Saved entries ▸
• • •

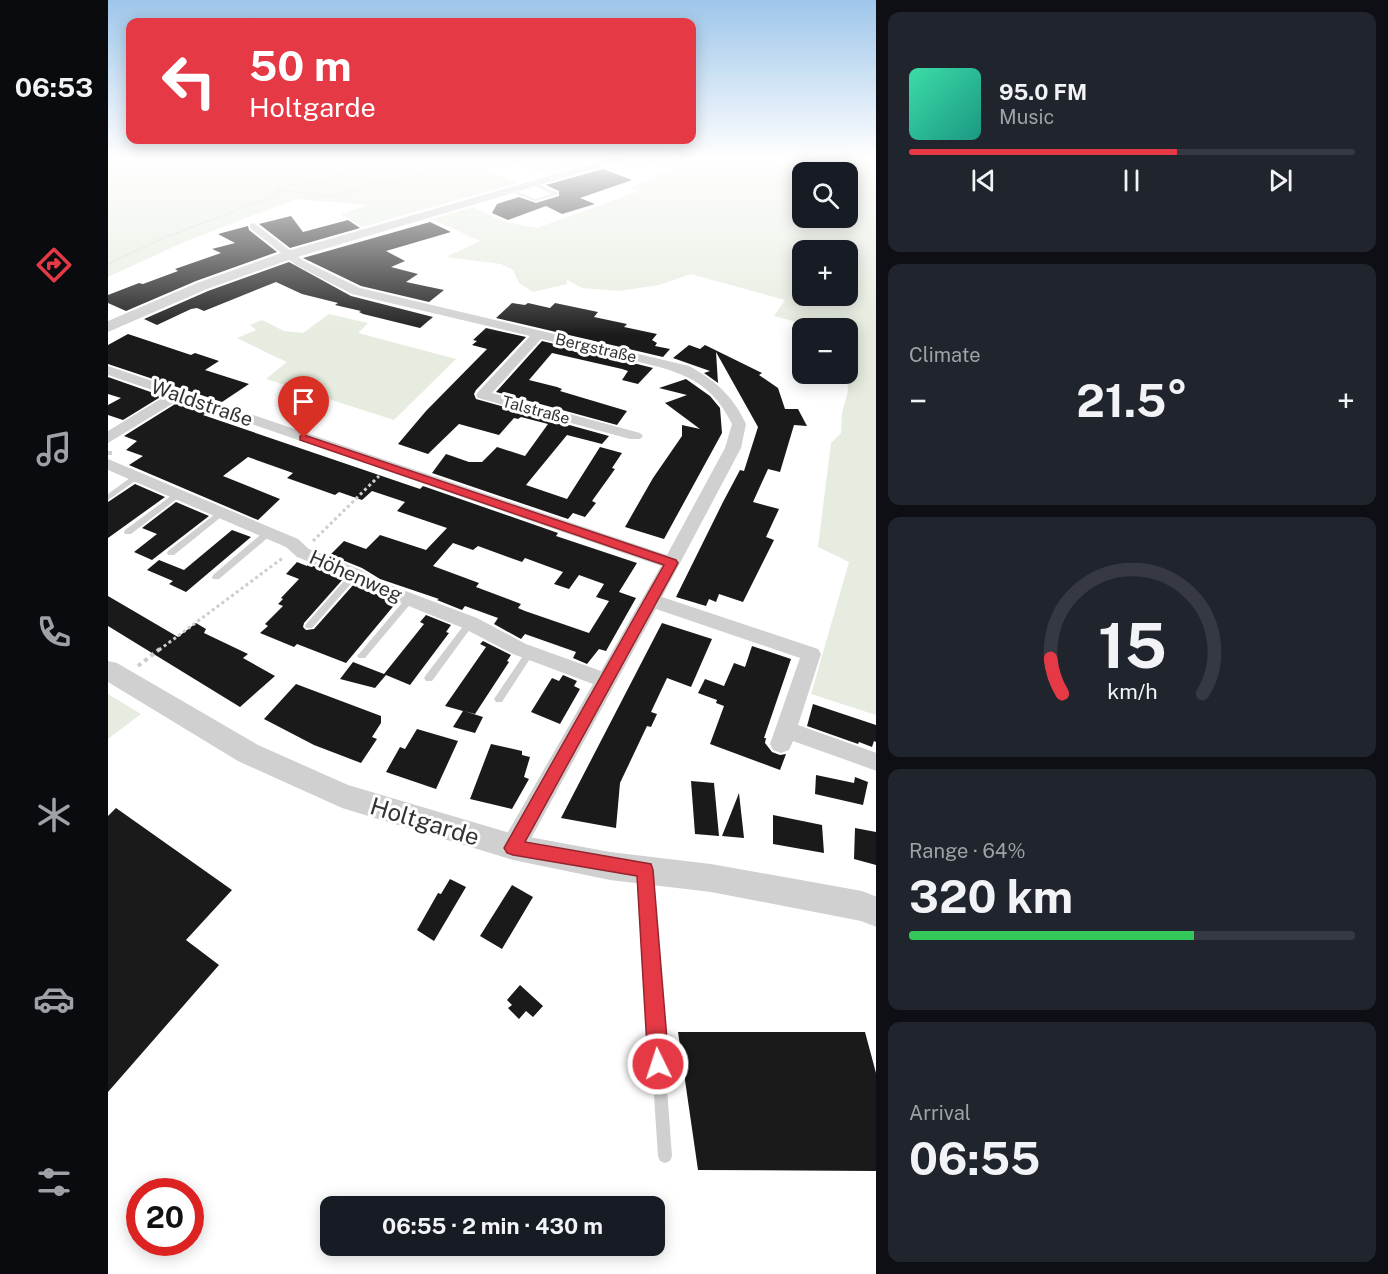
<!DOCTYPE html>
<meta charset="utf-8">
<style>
:root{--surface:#171b24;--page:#20242c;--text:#f1f3f6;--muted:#9ea1a6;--line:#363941;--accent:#e63946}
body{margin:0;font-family:"Public Sans",sans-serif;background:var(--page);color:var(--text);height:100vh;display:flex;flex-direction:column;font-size:22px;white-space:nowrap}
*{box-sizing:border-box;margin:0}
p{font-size:20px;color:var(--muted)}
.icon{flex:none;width:33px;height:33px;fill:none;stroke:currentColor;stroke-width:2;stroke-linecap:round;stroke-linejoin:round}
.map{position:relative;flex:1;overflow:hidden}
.sheet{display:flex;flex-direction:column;gap:12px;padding:12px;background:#0d0f14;width:512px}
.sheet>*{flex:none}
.banner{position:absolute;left:18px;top:18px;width:570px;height:126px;border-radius:12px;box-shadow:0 3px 15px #0003;background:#e63946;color:#fff;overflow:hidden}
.buttons{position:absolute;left:684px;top:162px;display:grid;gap:12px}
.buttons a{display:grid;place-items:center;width:66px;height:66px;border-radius:12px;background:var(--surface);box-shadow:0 3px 15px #0003;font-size:30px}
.speed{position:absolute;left:18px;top:1178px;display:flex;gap:12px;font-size:30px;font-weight:700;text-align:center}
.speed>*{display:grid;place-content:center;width:78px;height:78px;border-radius:50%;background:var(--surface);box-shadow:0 3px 15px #0003;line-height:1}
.speed .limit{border:9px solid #d22;background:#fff;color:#111}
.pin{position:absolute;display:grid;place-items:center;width:51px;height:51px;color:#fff;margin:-62px -26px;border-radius:50% 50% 50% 0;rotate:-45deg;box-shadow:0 0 6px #0007}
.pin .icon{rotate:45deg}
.me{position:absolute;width:66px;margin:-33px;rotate:356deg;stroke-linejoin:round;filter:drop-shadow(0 0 4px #0008)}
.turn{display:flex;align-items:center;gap:21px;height:126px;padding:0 24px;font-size:27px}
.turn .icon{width:78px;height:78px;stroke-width:2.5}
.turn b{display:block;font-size:42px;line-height:51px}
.big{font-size:45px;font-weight:700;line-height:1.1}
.sheet .tile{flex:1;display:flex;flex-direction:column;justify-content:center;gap:9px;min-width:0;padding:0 21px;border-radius:12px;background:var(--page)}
.sheet .dial{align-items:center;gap:0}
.dial svg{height:156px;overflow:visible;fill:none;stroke:var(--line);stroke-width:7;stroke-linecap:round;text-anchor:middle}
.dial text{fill:var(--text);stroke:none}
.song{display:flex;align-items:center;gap:18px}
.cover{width:72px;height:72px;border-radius:9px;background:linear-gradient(135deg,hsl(160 70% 55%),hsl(170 70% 35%))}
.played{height:6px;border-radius:3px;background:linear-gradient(90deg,var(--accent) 60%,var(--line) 60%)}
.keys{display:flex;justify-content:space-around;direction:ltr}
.heat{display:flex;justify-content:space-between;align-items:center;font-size:33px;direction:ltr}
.charge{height:9px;border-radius:4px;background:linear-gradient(90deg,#34c759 64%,var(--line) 0)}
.trip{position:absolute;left:212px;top:1196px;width:345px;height:60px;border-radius:12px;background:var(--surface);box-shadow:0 3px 15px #0003;font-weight:700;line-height:60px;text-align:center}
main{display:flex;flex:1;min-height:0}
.tabs{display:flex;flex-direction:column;width:108px;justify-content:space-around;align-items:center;background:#090b0e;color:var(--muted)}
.tabs .icon{width:42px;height:42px}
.tabs .on{color:var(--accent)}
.tabs b{font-size:27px;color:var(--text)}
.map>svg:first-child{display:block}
.green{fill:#e6ecdf;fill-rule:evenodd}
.building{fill:#1a1a1a;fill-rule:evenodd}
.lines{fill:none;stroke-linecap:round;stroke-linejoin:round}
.path-far2{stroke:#cdcdcd;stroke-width:1.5;stroke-dasharray:1.5 1.5;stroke-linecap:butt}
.path-far1{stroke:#cdcdcd;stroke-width:3;stroke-dasharray:3 3;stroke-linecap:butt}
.path{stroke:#cdcdcd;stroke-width:4;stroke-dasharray:4 4;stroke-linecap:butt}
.service{fill:#d0d0d0;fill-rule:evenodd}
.minor{fill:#d0d0d0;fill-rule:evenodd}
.tertiary{fill:#d0d0d0;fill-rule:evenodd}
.route{fill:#e63946;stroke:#96252e;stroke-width:1.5}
.labels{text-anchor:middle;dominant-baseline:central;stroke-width:6;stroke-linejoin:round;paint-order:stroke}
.far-street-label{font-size:16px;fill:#333;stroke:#fff}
.street-label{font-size:20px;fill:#333;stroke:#fff}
.near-street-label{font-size:24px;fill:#333;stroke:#fff}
</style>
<main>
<nav class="tabs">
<b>06:53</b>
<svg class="icon on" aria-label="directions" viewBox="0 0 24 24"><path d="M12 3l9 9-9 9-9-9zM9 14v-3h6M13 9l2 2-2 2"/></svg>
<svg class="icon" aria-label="music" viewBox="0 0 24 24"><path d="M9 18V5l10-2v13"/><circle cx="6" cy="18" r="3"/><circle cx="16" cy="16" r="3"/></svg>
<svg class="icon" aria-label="phone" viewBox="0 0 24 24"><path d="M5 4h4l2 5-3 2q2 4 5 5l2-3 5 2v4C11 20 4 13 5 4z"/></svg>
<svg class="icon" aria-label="climate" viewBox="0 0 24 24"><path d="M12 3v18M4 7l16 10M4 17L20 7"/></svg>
<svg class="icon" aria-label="car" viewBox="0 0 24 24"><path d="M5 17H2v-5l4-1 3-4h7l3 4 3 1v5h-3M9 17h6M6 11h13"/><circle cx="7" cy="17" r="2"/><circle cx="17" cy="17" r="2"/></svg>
<svg class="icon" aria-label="filters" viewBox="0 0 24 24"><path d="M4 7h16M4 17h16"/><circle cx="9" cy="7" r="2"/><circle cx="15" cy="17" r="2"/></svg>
</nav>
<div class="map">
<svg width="769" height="1274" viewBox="0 0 769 1274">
<rect width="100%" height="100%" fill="#fff"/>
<path class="green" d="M0,158H380L366,163L409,183L254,227L233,214L259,205L188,199L76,242L0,277Z
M393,158H503L438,175Z
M533,158H768V715L703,694L741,562L710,547L723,443L733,433L734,413L740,391L739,377L736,374H740V328H710L666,316L677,300L583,274L551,285L511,291L474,288L459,280V284L425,292L411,283L405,270L393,264L338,257L372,241L324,219L365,207L397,222L429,228L531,191L522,188L561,170ZM694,172H740V218H694ZM740,250V296H694V250Z
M221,314L260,323L250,333L348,359L286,420L158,379L179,362C162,355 146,346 129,338L148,330L142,325L154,320L176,331L195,333Z
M0,694L33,714L0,739Z"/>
<path class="building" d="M495,169L524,180L472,198L487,204L454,214L438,206L400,220L384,213L389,204L411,197L428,203L451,196V191L438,185Z
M183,216L195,232L240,220L252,228L182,248L151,224Z
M322,222L343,232L278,251L297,261L283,267L310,274L298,282L336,290L321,302L253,286L195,258Z
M140,226L141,230L169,252L88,281L18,311L0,303V295L31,283L35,284L70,271L67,269L113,253L104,249L127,243L110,234Z
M181,262L243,296L325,317L312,328L255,314L251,312L253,311L227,305L230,303L194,294L168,282L96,311L89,308L83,309L49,325L36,319L100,291Z
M404,303L417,305L420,303L442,308L447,303L490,312L486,317L519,324L516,327L549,334L544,340L549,343L547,346L562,349L555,357L388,318Z
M378,328L418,337L368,390L366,394L368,399L501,436L494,444L459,435L418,485L459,499L492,447L514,453L504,468L507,469L484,501L488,503L477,517L465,513L460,519L324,473L338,454L361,462H374L389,447L417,456L440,424L413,417L410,419L406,418L391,435L351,424L320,454L290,444L318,411L379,349L364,345L369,341L365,340Z
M20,334L83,355L87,353L111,361L97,370L141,384L114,402L0,364V345Z
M434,341L513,360L545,368L530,384L514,380L520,371L514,369L444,353L421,380L449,387L454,389L452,391L519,411L509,425L388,392Z
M581,345L592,349L597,345L654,373L651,375L670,388L677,409H690L699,426L686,425L672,472L660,469L645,502L671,509L658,537L666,540L635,602L611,594L608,602L601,599L598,606L568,597L615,502L632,470L636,471L650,427L608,352L610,383L596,373L602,371L565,358Z
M0,377L54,396L15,420L0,415V405L13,398L0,394Z
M578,379L602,396L612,408L614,433L556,539L517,527L545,478L574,436V425L592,429L557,403L579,395L551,388Z
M72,401L101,411L95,415L312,489L315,486L450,533L448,536L529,563L511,592L528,598L498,651L491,649L479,664L465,658L468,652L417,634L413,639L386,624L390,618L357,606L354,610L329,600L331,599L272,579L254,568L222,555L236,541L258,549L272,535L318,550L339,528L289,511L297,502L264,491L254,500L231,492L227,495L179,478L185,473L140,457L115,476L172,499L150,520L21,465L35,456L18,450L29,441L16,436ZM345,543L365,550L370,546L414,562L417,558L455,572L446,584L461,589L471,575L496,584L488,597L501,601L481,633L417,611L410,608L413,604L368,587L371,583L325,566Z
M27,484L57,497L0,538V502Z
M68,502L101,516L44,560L26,552L49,534L34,528Z
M124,530L143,537L78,592L61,584L65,581L39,570L51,560L76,570Z
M189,562L199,566L200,564L236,578L196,623L195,627L198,630L206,629L246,584L288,603L238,663L189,644L186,647L152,633L160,626L157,624L175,606L170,604L175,599L173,598L191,579L178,574Z
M0,596L70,637L88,623L98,629L96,633L140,654L135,658L167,676L132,707L0,626Z
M318,615L343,625L338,632L341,633L302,685L278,675L267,688L232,679L245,662L276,674L316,624L312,622Z
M554,623L604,639L583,687L559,678L543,712L549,714L543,727L539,726L512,783L508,828L453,818Z
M375,641L403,655L399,661L401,662L367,714L356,711L375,717L367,733L345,727L355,711L337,706L378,647L372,644Z
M644,646L683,659L656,738H658L657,743L664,752L672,755L678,754L672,770L602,744L616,706L608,703L609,700L590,693L597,679L616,686L626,663L637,667Z
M455,675L469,681L466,686L472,689L452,724L423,712L444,678L451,681Z
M188,684L273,716V723L264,737L269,739L253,763L206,745L156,719Z
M705,704L768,725V742L766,741L764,747L751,742L750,744L699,726Z
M309,729L350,741L328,789L278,772L292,747L297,749Z
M383,744L414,751V755L422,757L416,777L421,779L404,809L362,799Z
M708,775L746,783L747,777L760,782L755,805L707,794Z
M583,781L606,783L611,836L587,834Z
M631,793L636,838L614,836Z
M8,808L124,890L78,940L111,965L0,1092V816Z
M665,815L714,825L716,853L665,844Z
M747,828L768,832V865L746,859Z
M342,879L358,887L326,941L309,930L330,893L333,894Z
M404,885L425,897L394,949L372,936Z
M412,985L435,1006L425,1017L418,1011L411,1019L400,1008L404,1005L399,1000Z
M570,1032H757L768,1073V1171L590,1170Z"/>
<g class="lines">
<path class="path-far2" d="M251,158C233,185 202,183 173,186L169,190L216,196L230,195L266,183L306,179L348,158
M0,264L55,238L159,199L169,193V190"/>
<path class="path-far1" d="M205,541L271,476
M51,650L176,557"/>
<path class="path" d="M30,666L53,648"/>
<path class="service" d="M425,182L450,193V194L427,201L399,190L403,189L427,199L444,194L423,184Z
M0,451H4V455H0Z
M26,475H29L33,477L0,500V494Z
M67,493H73L74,495L23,534H17L16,532L17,530Z
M111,511H117L118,513L66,555H60L59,553L60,551Z
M160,530L164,533L163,535L111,579H105L104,577L105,575L157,531Z
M247,571L251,574L250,576L204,628H198L197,626L198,624L244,572Z
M301,597L304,598L305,600L304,602L257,658H251L249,656L251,654L298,598Z
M362,620L366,623L365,625L324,681H318L316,678L318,675L359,621Z
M422,649L425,650L427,652L425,654L394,702H388L386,699L388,696L419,650Z
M537,867L541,868L543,872L564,1156L562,1161L557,1163L552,1161L550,1156L531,872L533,868Z"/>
<path class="minor" d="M146,223L196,261L252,288L581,366C608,381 625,396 638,424L633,448L554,597L710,649L713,654L690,725L769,753V771L685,741L681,750L673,753L665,750L662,744L692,658L548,609L414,855L405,858L396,855L393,847L396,839L485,684L405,654L355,628L259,589L241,578L189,557L178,547L0,470V459L190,539L201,549L253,570L271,581L369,618L418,644L493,671L553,566L72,399L0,443V431L59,395L0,375V366L559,555L617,448L624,424C600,374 563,370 514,358C487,352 460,345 433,339L384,393L532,433L535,436L532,439H522L370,398L368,395L370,392L422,336L244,294L188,265L142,228V224Z"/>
<path class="tertiary" d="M504,158H522L186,258L99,289L0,332V321L89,283L176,252Z
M0,661L9,663L150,745L240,785L405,834L502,852L603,864L754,891L769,897V927L753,921L603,892L502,880L405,860L234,808L130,761L0,682Z"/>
</g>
<linearGradient id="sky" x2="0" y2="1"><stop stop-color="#9ec6ea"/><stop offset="0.47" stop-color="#fff"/><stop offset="1" stop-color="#fff" stop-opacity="0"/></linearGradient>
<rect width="769" height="336" fill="url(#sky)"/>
<path class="route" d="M196,435L568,560L570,563L417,842L543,864L545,870L561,1064L558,1071L550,1074L543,1071L540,1064L529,876L405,855L399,853L396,848L556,565L192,440V436Z"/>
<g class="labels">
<g class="far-street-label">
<text transform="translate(488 348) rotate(13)">Bergstraße</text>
<text transform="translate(428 410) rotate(15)">Talstraße</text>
</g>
<g class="street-label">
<text transform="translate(94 403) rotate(19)">Waldstraße</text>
<text transform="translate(248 576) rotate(24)">Höhenweg</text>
</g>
<g class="near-street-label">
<text transform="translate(317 821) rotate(17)">Holtgarde</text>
</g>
</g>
</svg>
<div class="buttons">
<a><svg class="icon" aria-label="search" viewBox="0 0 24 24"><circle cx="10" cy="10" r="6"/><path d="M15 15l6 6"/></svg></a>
<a>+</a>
<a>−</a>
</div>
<div class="speed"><div class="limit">20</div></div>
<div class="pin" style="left:196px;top:438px;background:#d93025"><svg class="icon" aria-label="arrive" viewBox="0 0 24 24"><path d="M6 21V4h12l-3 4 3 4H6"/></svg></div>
<svg class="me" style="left:550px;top:1064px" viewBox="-20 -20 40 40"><circle r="17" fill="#e63946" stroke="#fff" stroke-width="3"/><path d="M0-11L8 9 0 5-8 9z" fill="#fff"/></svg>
<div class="trip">06:55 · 2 min · 430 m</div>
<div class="banner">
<div class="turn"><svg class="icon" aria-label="left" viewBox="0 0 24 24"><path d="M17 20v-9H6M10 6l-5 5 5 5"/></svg><div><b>50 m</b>Holtgarde</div></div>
</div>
</div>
<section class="sheet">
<div class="tile">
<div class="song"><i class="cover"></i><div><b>95.0 FM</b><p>Music</p></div></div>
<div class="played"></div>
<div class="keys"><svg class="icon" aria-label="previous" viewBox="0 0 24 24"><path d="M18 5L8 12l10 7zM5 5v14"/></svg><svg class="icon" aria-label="pause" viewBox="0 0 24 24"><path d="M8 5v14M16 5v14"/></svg><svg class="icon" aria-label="next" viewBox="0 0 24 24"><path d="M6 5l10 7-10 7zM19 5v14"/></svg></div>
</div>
<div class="tile"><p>Climate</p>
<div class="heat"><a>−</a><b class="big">21.5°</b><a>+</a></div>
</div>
<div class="tile dial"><svg viewBox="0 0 100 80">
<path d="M14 69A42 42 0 1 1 86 69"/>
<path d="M14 69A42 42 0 0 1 8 51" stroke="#e63946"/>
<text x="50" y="56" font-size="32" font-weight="700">15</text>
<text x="50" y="72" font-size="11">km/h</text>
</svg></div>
<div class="tile"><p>Range · 64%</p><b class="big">320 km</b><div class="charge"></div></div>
<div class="tile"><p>Arrival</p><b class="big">06:55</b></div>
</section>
</main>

• • •

WHAT NEEDS TO BE DONE ▸
Find the word "none" in the entries and show each line where it is found.

RESPONSE BELOW ▸
.icon{flex:none;width:33px;height:33px;fill:none;stroke:currentColor;stroke-width:2;stroke-linecap:round;stroke-linejoin:round}
.sheet>*{flex:none}
.dial svg{height:156px;overflow:visible;fill:none;stroke:var(--line);stroke-width:7;stroke-linecap:round;text-anchor:middle}
.dial text{fill:var(--text);stroke:none}
.lines{fill:none;stroke-linecap:round;stroke-linejoin:round}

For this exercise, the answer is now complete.